WORK REQUEST
Do any lines in the data below contain "serif"? If so, copy every one of them.

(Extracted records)
--------------------------------
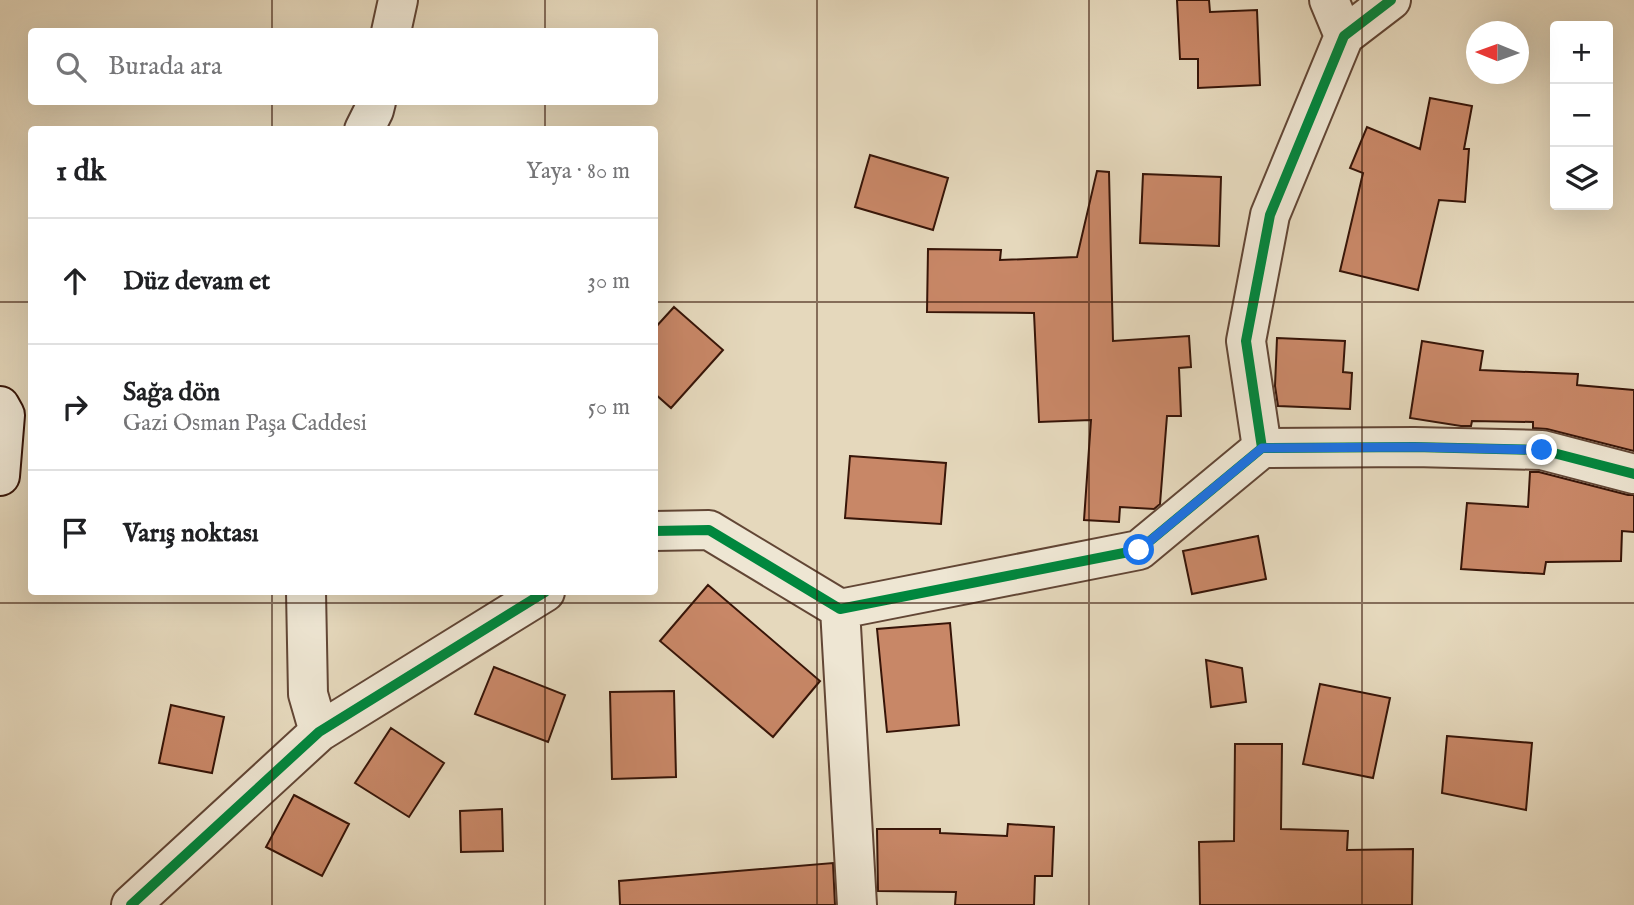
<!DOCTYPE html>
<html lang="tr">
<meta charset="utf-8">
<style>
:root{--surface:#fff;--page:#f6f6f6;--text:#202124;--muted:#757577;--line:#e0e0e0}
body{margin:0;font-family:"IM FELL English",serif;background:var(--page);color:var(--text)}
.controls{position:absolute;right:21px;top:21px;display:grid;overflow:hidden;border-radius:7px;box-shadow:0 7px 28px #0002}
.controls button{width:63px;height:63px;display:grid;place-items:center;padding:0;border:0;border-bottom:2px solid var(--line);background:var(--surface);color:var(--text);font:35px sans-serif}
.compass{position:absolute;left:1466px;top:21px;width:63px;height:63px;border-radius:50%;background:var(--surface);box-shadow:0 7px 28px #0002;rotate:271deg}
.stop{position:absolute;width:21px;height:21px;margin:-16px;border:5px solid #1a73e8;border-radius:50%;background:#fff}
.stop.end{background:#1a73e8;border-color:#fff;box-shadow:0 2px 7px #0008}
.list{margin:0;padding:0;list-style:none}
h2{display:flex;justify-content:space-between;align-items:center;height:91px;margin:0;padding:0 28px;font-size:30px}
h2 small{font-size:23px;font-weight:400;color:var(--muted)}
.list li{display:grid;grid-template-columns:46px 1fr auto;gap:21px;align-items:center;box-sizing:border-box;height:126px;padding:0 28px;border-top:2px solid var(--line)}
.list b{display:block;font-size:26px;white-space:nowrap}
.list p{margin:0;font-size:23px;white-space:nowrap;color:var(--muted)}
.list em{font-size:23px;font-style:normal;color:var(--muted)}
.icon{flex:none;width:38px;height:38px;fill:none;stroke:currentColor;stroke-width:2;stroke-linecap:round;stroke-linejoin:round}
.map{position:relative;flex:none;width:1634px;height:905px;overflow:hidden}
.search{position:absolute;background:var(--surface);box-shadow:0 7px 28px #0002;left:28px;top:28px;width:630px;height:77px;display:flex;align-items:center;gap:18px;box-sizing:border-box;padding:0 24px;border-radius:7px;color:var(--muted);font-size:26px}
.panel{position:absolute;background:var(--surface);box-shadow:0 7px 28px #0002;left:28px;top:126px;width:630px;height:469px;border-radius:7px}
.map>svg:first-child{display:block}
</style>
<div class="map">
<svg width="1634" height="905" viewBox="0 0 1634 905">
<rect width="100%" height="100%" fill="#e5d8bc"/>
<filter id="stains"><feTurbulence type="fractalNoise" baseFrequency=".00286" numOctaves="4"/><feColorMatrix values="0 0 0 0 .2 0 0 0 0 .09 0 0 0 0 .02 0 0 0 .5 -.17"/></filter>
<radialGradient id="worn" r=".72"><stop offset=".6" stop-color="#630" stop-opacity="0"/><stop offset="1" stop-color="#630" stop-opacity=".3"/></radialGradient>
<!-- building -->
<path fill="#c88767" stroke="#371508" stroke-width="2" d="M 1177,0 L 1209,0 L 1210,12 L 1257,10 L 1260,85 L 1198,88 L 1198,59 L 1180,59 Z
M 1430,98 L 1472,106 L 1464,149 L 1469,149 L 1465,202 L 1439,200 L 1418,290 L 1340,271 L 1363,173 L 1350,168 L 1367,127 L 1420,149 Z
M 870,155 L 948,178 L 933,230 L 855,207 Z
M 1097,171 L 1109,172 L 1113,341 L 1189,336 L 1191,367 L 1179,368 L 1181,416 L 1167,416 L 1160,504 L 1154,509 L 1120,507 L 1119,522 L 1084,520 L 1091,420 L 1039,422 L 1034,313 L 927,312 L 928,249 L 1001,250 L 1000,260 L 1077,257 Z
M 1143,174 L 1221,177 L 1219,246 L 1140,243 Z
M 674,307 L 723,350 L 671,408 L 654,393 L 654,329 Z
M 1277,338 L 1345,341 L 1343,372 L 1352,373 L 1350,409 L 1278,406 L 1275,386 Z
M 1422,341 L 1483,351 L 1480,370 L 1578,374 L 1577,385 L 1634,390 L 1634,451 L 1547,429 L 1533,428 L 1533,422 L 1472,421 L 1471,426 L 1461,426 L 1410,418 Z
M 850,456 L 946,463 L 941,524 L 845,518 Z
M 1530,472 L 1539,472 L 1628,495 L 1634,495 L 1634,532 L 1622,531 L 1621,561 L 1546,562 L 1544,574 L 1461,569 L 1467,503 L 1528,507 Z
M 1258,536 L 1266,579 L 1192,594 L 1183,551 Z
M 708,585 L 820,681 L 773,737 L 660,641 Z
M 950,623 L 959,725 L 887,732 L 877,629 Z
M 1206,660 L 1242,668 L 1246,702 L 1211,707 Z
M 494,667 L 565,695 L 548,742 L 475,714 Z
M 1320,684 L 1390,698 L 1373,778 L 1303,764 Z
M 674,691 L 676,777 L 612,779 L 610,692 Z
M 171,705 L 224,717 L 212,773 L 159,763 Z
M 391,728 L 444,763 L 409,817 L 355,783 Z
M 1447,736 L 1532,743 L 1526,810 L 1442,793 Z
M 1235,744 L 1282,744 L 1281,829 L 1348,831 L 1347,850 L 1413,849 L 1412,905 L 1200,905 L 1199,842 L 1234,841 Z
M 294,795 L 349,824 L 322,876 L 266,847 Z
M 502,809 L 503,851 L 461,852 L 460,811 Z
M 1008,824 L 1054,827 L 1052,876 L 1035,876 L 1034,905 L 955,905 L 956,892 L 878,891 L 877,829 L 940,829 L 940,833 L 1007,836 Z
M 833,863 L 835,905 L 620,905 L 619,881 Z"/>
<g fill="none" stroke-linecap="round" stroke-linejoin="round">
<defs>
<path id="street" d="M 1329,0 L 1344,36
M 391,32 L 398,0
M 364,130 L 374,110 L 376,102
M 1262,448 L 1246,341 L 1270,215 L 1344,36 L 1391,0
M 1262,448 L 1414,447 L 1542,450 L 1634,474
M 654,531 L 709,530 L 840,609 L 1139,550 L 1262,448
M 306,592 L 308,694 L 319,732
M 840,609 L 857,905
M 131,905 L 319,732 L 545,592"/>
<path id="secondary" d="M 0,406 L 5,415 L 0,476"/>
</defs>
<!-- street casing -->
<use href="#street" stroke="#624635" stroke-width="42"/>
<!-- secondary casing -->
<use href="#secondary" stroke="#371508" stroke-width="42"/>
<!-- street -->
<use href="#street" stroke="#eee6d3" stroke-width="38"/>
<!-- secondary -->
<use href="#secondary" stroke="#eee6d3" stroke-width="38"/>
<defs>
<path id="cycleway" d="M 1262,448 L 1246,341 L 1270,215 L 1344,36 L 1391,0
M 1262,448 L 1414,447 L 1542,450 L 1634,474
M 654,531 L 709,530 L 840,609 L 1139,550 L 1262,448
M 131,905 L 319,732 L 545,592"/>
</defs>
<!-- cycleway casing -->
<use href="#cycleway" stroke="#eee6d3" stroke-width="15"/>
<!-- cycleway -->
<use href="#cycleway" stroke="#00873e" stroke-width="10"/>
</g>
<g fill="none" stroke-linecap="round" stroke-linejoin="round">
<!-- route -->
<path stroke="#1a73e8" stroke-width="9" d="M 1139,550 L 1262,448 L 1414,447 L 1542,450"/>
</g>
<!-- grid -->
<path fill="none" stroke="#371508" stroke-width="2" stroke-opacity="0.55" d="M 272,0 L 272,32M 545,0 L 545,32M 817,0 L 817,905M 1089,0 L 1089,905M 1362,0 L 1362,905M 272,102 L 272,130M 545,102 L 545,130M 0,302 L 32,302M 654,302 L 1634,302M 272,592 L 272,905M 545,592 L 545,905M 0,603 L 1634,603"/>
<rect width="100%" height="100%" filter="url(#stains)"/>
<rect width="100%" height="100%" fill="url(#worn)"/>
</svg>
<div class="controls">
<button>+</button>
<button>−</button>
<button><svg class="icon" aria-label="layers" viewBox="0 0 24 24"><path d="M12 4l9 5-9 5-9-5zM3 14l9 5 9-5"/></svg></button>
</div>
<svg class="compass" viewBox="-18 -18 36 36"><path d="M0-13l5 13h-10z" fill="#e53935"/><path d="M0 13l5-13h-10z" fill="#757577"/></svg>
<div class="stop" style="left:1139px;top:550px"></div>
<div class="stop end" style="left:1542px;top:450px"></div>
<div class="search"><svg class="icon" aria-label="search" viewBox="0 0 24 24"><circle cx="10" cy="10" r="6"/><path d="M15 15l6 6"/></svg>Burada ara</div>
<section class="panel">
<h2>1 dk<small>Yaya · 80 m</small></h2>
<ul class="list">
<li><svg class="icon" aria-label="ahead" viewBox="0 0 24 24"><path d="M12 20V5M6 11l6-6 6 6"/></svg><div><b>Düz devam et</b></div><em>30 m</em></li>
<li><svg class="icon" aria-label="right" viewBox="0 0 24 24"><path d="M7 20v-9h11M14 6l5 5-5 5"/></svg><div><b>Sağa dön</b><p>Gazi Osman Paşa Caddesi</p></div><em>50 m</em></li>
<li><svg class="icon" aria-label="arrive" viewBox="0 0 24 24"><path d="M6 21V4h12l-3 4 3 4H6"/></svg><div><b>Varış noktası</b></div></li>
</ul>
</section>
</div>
--------------------------------
COMPLETED EXERCISE
body{margin:0;font-family:"IM FELL English",serif;background:var(--page);color:var(--text)}
.controls button{width:63px;height:63px;display:grid;place-items:center;padding:0;border:0;border-bottom:2px solid var(--line);background:var(--surface);color:var(--text);font:35px sans-serif}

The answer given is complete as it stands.